▶ _Records_:
+++++
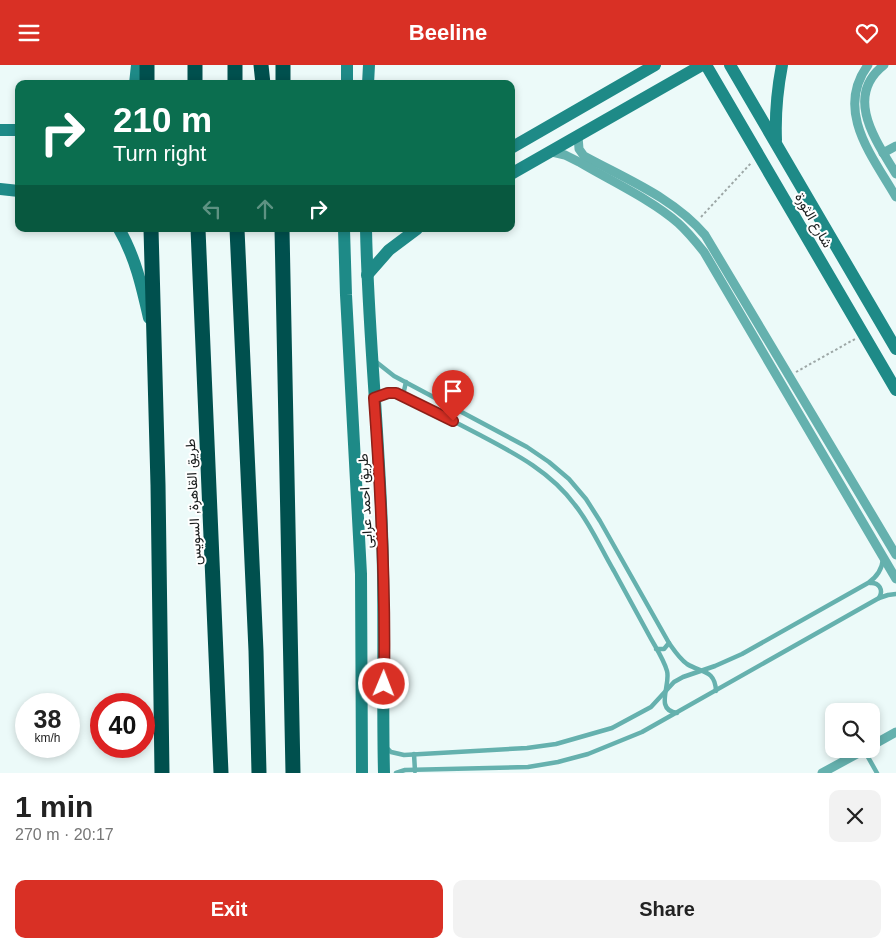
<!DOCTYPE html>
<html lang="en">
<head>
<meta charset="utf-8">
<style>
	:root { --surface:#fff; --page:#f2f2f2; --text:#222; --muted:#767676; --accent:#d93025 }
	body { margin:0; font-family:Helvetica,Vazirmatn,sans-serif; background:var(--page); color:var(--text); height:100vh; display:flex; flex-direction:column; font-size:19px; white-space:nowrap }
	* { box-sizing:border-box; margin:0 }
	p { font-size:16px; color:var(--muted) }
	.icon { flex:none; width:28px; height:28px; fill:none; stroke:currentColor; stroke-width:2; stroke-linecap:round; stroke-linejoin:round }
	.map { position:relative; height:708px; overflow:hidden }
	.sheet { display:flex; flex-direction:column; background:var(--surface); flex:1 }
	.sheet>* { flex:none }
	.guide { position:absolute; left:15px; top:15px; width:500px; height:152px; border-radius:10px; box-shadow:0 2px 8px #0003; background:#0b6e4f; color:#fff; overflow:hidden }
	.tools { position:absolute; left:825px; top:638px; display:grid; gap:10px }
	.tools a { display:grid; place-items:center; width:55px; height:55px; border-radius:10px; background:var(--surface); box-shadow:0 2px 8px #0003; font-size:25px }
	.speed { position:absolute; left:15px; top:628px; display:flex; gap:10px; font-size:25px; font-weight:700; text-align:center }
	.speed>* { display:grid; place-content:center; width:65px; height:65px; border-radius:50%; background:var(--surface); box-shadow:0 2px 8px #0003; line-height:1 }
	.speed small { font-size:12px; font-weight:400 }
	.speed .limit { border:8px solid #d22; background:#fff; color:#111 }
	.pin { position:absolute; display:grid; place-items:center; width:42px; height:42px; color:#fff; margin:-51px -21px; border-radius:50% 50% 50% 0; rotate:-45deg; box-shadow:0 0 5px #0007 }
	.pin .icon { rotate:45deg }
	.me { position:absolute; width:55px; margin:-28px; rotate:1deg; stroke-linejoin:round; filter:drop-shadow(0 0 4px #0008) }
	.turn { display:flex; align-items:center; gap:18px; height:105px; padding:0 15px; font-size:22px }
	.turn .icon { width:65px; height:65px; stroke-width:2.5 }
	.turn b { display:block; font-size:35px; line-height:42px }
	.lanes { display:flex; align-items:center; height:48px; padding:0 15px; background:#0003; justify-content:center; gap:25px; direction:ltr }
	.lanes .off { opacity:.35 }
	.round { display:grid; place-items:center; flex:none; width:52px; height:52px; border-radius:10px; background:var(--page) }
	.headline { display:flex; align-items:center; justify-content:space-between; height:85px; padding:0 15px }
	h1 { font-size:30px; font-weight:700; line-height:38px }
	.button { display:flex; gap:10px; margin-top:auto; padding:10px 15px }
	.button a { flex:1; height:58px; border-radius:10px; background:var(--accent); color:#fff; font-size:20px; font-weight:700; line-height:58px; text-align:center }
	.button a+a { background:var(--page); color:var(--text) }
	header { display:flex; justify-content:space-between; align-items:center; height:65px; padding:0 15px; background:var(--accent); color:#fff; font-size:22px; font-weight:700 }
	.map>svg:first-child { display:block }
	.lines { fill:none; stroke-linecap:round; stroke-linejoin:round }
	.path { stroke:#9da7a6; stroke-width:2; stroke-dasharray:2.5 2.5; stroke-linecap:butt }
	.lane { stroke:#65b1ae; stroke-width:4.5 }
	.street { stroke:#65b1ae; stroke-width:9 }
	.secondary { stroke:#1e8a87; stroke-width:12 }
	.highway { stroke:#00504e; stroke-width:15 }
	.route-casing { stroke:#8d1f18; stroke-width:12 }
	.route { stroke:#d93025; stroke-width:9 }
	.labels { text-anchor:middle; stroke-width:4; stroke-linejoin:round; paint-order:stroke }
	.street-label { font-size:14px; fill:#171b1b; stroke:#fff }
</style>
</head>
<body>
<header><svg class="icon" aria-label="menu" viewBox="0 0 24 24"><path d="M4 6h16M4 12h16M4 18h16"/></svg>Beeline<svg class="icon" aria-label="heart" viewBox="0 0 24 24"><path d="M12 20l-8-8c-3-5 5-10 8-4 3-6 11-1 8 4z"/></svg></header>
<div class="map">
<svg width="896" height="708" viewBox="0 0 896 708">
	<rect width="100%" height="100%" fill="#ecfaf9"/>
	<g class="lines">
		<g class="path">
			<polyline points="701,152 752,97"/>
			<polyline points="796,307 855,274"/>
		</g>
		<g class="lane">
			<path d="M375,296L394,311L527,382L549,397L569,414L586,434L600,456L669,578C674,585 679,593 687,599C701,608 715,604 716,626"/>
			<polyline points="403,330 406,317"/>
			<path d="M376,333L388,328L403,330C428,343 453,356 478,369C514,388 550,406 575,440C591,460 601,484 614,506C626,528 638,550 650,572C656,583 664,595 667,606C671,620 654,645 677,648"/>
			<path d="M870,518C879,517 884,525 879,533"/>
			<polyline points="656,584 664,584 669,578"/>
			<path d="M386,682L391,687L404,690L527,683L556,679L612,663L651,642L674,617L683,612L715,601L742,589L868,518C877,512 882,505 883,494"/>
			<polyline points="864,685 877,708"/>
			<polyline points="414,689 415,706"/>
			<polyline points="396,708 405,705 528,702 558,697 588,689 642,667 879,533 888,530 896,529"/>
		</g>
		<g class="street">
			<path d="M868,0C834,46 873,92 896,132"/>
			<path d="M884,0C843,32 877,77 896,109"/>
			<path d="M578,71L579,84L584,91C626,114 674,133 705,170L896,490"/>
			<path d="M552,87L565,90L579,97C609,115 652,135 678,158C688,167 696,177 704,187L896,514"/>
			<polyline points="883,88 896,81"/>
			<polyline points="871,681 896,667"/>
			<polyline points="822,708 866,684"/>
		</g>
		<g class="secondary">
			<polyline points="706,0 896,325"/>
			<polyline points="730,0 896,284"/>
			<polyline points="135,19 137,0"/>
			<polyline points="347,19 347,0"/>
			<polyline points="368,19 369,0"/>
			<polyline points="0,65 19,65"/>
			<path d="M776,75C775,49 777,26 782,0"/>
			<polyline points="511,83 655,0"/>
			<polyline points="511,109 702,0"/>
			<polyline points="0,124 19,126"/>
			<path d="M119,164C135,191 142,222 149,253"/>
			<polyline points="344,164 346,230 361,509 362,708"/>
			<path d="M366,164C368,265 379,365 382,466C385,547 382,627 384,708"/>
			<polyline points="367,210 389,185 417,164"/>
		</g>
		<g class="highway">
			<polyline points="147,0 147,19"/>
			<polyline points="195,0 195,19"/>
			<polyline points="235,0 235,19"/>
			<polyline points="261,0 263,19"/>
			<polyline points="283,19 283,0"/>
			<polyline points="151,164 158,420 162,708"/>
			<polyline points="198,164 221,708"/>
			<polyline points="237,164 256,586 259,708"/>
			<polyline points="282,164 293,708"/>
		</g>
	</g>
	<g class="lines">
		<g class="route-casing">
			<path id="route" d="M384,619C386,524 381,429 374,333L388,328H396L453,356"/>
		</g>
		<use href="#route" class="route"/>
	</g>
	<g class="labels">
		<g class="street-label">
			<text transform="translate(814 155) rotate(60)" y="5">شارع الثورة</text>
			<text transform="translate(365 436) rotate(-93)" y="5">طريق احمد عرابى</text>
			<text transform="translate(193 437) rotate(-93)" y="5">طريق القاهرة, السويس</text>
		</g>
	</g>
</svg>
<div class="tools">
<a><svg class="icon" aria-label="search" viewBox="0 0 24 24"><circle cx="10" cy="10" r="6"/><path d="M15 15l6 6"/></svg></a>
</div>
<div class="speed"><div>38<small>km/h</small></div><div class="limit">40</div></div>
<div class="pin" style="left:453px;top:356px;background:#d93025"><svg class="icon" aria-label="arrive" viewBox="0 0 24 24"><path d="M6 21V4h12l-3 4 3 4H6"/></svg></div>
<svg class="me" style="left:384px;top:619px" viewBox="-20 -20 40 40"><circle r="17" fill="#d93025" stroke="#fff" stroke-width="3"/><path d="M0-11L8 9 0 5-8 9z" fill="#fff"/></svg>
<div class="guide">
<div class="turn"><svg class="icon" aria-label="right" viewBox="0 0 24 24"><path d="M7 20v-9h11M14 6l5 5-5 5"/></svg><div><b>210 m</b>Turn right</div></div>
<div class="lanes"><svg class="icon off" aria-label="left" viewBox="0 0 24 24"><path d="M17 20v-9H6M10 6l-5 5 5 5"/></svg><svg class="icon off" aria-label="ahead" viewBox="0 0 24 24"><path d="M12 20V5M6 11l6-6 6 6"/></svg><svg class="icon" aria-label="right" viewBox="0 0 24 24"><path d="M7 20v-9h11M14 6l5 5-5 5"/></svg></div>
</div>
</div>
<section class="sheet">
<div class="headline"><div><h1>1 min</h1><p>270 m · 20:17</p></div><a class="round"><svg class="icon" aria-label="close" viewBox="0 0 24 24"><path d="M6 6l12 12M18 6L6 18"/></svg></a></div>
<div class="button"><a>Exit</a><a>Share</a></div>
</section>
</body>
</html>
+++++
▶ _Required work_: Working from the material above, tally how many lines hold the string "lanes". The number is all that is needed.

▶ _Task response_: 3